[[ RECORDS SUPPLIED open ]]

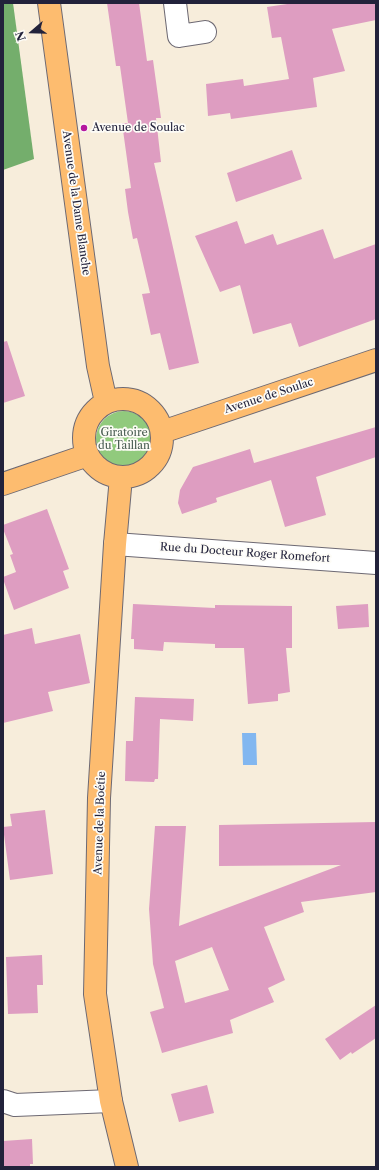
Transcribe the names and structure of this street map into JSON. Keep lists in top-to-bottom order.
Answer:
{
  "streets": {
    "main road": ["Avenue de la Dame Blanche", "Avenue de Soulac", "Avenue de la Boétie"],
    "street": ["Rue du Docteur Roger Romefort"]
  },
  "crossings": [
    ["Avenue de la Dame Blanche", "Avenue de Soulac"],
    ["Avenue de la Dame Blanche", "Avenue de la Boétie"],
    ["Avenue de Soulac", "Avenue de la Boétie"],
    ["Rue du Docteur Roger Romefort", "Avenue de la Boétie"]
  ],
  "parks": ["Giratoire du Taillan"],
  "places": ["Avenue de Soulac"],
  "north": "left"
}
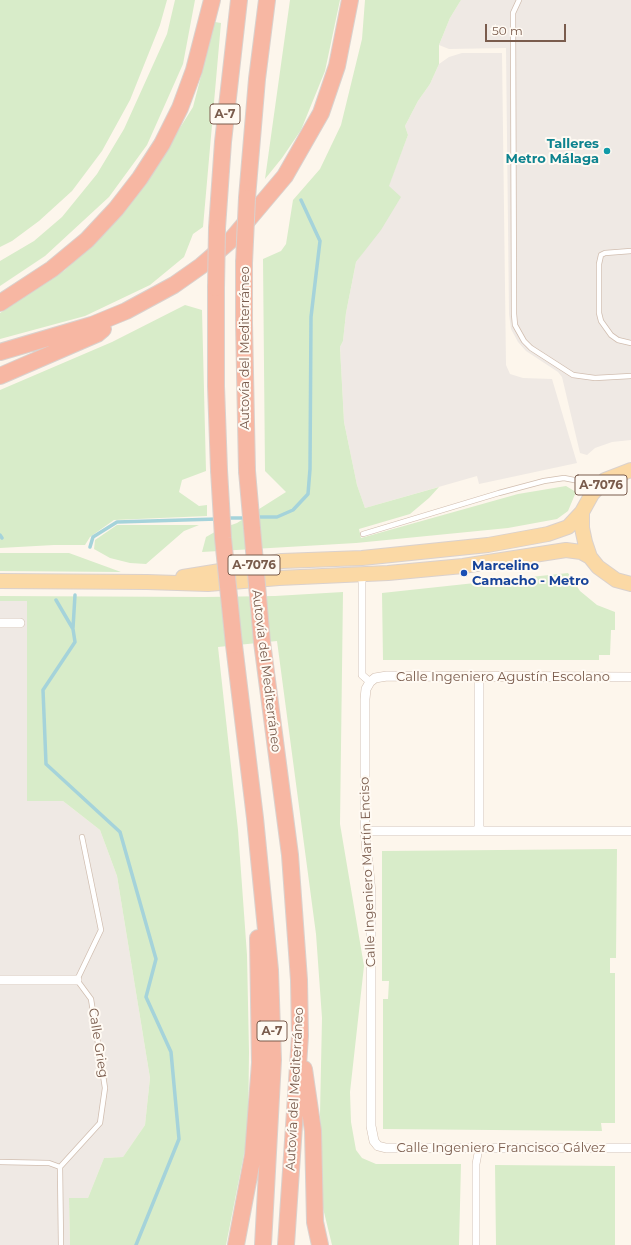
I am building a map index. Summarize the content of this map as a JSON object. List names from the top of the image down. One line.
{"streets":{"highway":["A-7","Autovía del Mediterráneo"],"main road":["A-7076"],"street":["Calle Ingeniero Agustín Escolano","Calle Ingeniero Martín Enciso","Calle Ingeniero Francisco Gálvez"],"lane":["Calle Grieg"]},"crossings":[["Calle Ingeniero Agustín Escolano","Calle Ingeniero Martín Enciso"],["Calle Ingeniero Martín Enciso","Calle Ingeniero Francisco Gálvez"]],"places":["Talleres Metro Málaga","Marcelino Camacho - Metro"],"scale_bar":"50 m"}
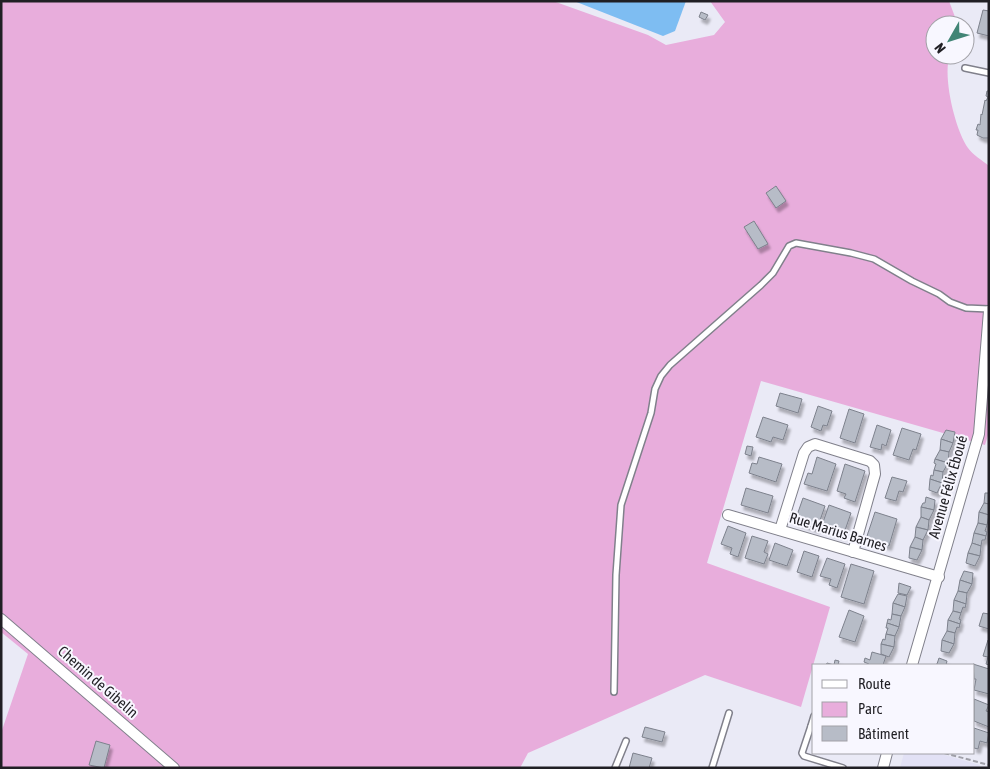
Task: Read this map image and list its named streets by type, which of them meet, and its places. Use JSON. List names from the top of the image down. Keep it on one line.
{"streets":{"street":["Avenue Félix Éboué","Rue Marius Barnes","Chemin de Gibelin"]},"crossings":[["Avenue Félix Éboué","Rue Marius Barnes"]],"legend":["Route","Parc","Bâtiment"],"north":"bottom left"}
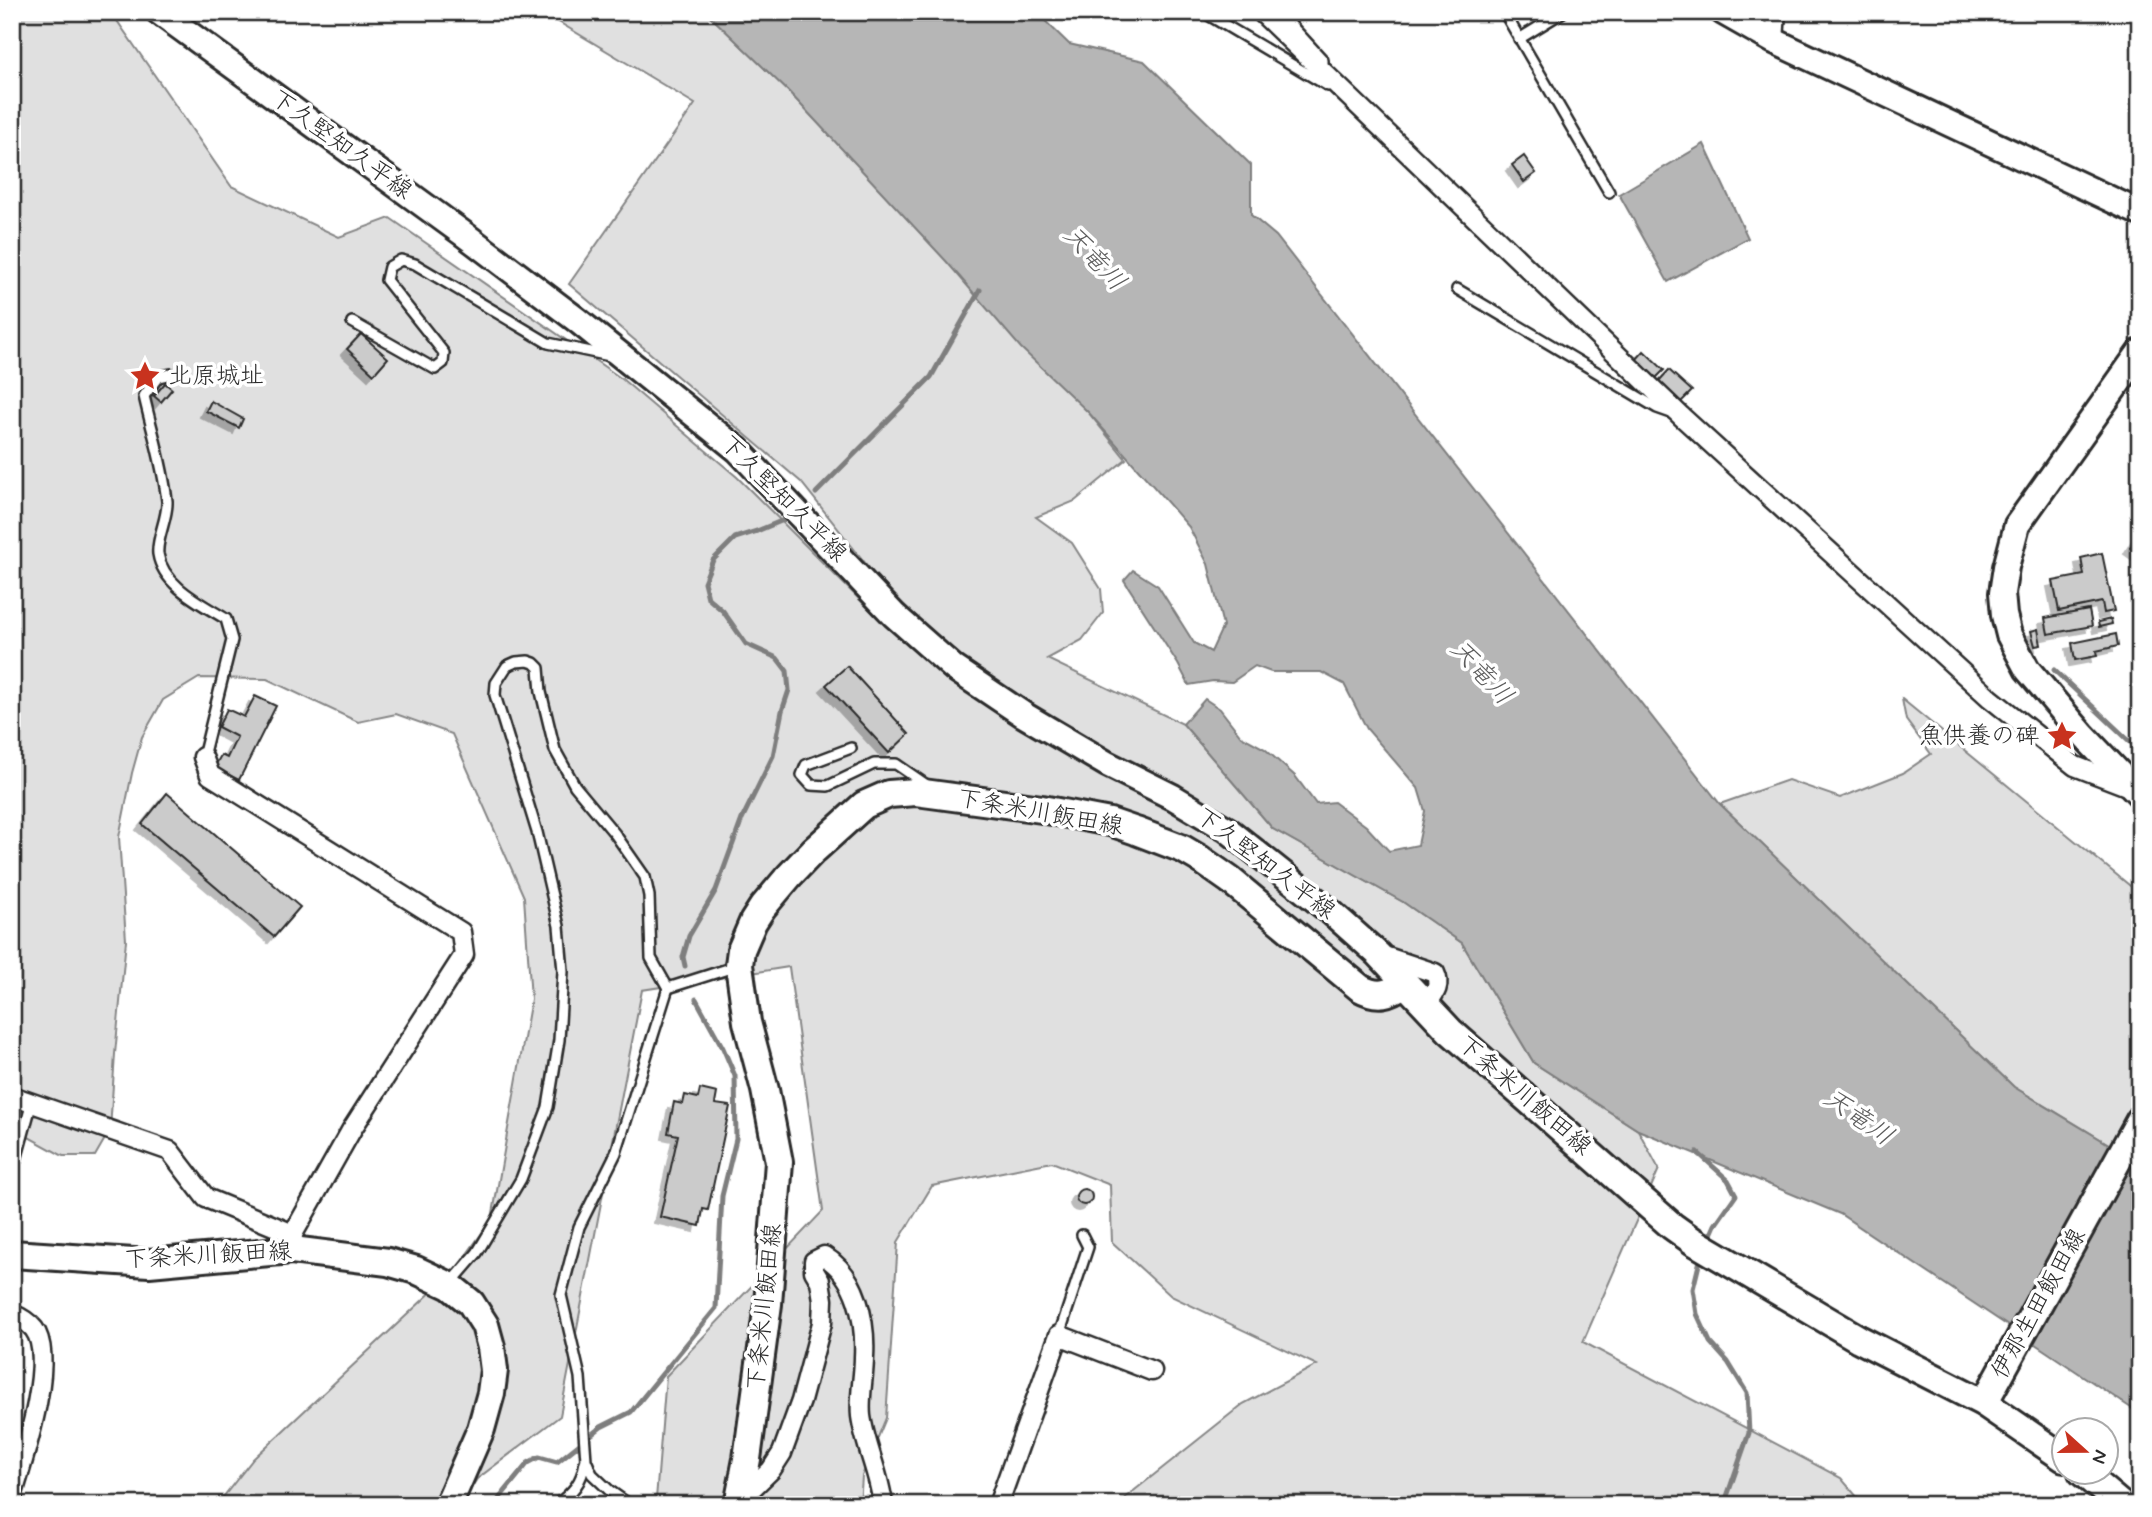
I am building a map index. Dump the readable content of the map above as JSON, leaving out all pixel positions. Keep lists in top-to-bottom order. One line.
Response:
{"streets":{"main road":["下久堅知久平線","下条米川飯田線","伊那生田飯田線"]},"crossings":[["下久堅知久平線","下条米川飯田線"],["下条米川飯田線","伊那生田飯田線"]],"water":["天竜川"],"places":{"place":["北原城址","魚供養の碑"]},"north":"right"}
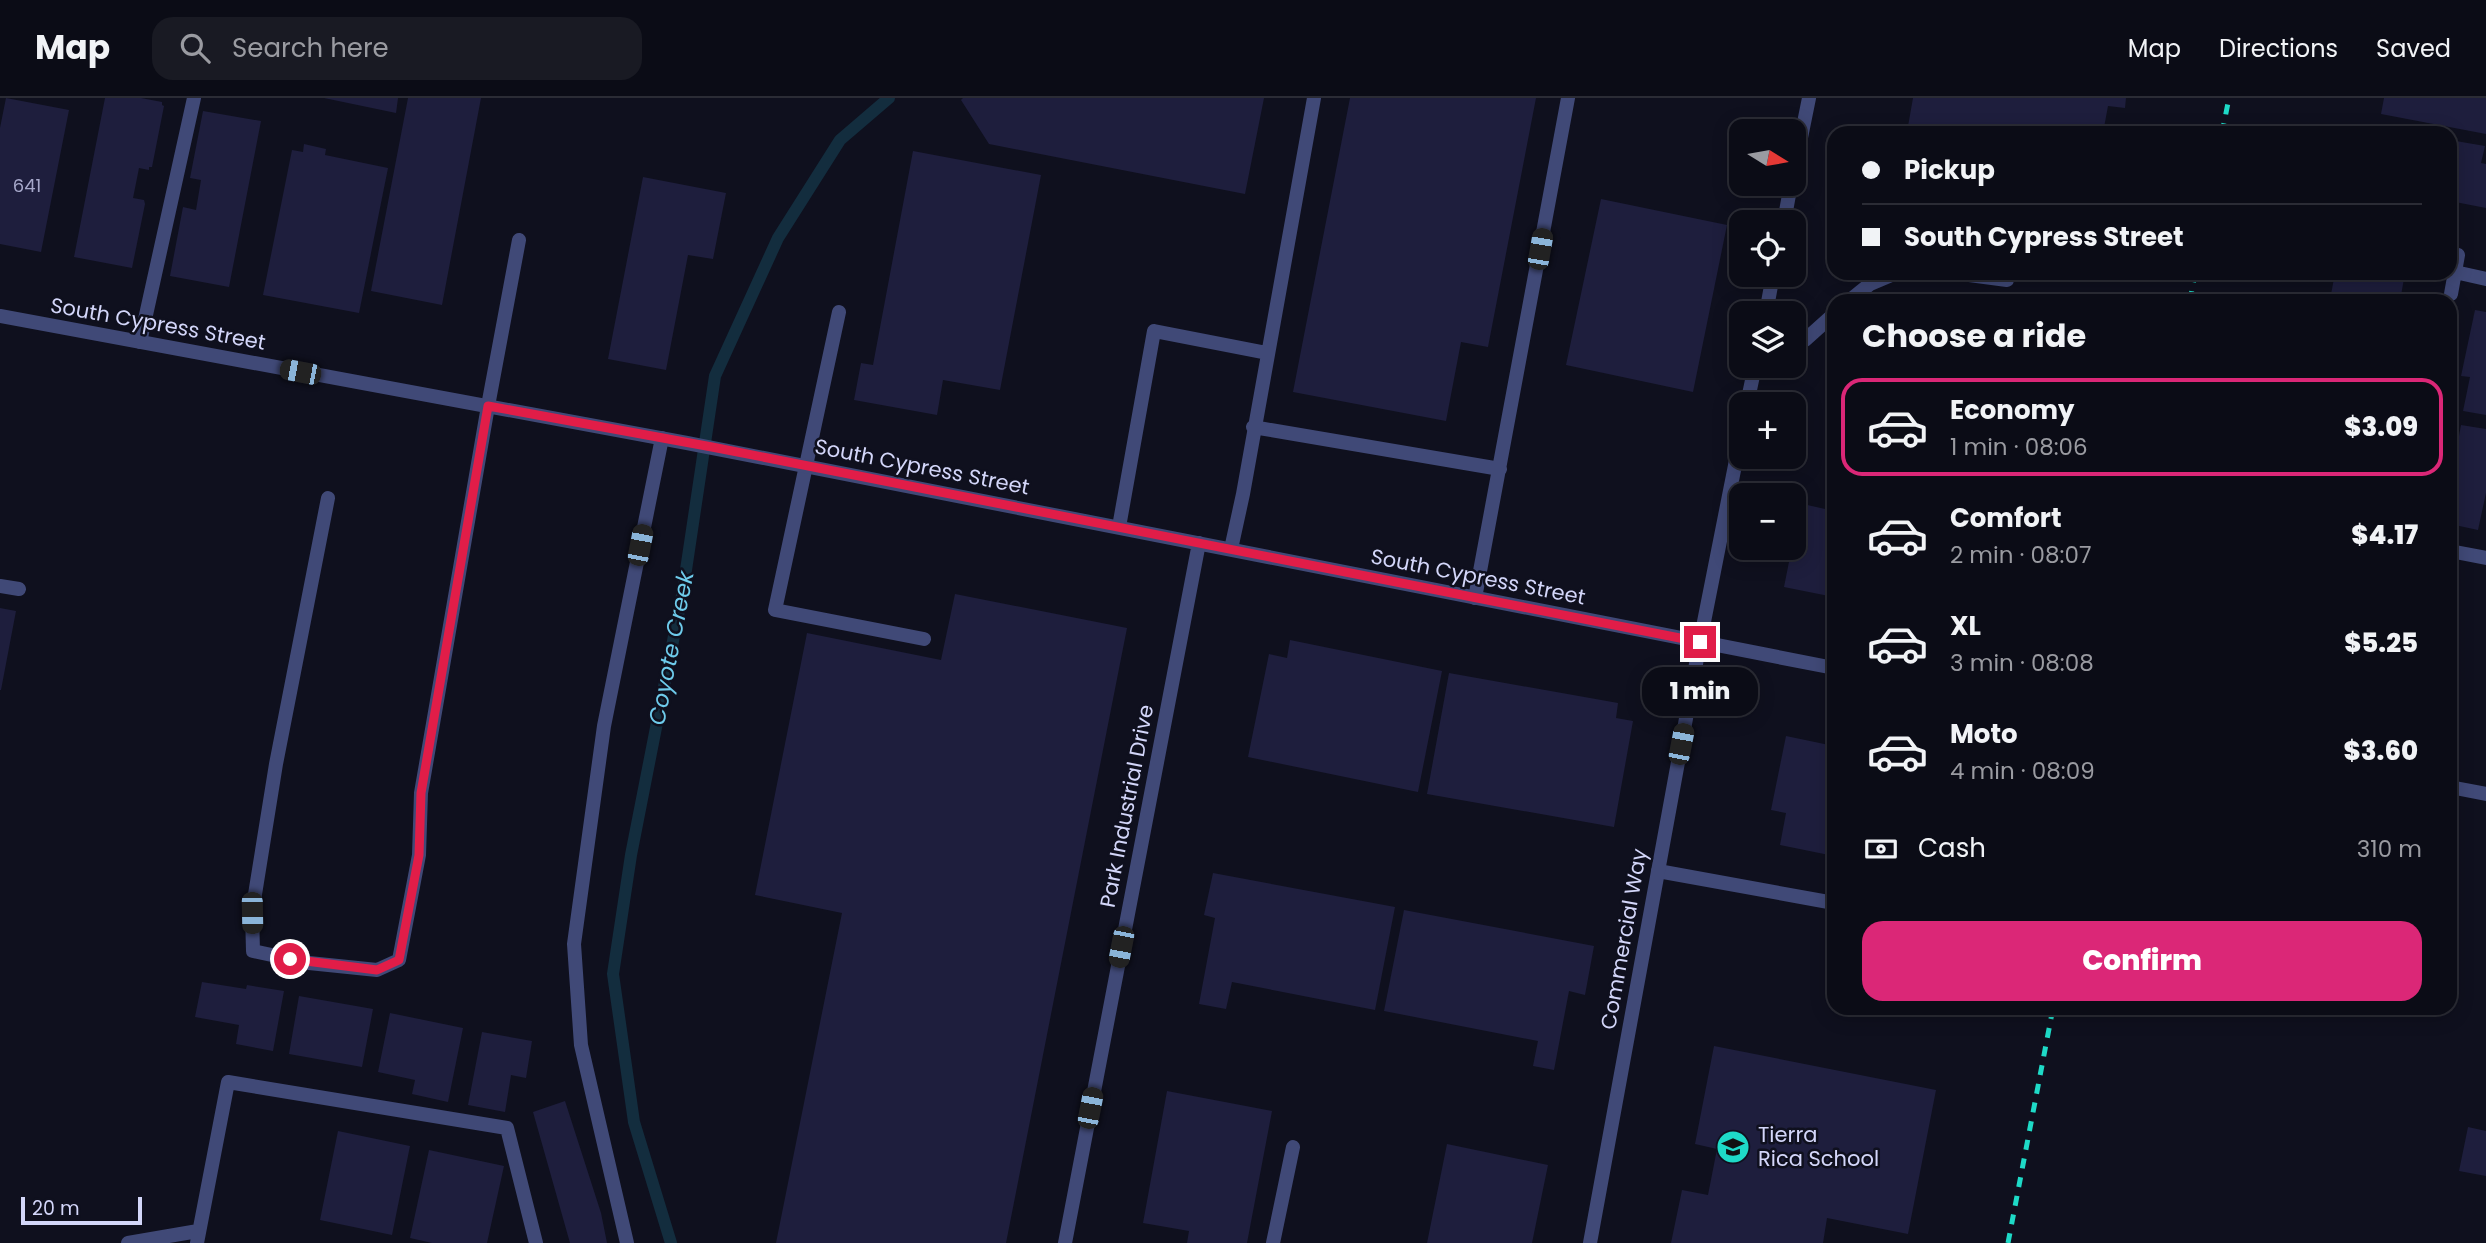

[[ RECORDS SUPPLIED closed ]]

From the line with "I am building a map index. Dump" to the last line above, restate each line word for word, but skip the pictures.

**EXERCISE RESULT**
I am building a map index. Dump the readable content of the map above as JSON, leaving out all pixel positions. Keep lists in top-to-bottom order. One line.
Response:
{"streets":{"main road":["下久堅知久平線","下条米川飯田線","伊那生田飯田線"]},"crossings":[["下久堅知久平線","下条米川飯田線"],["下条米川飯田線","伊那生田飯田線"]],"water":["天竜川"],"places":{"place":["北原城址","魚供養の碑"]},"north":"right"}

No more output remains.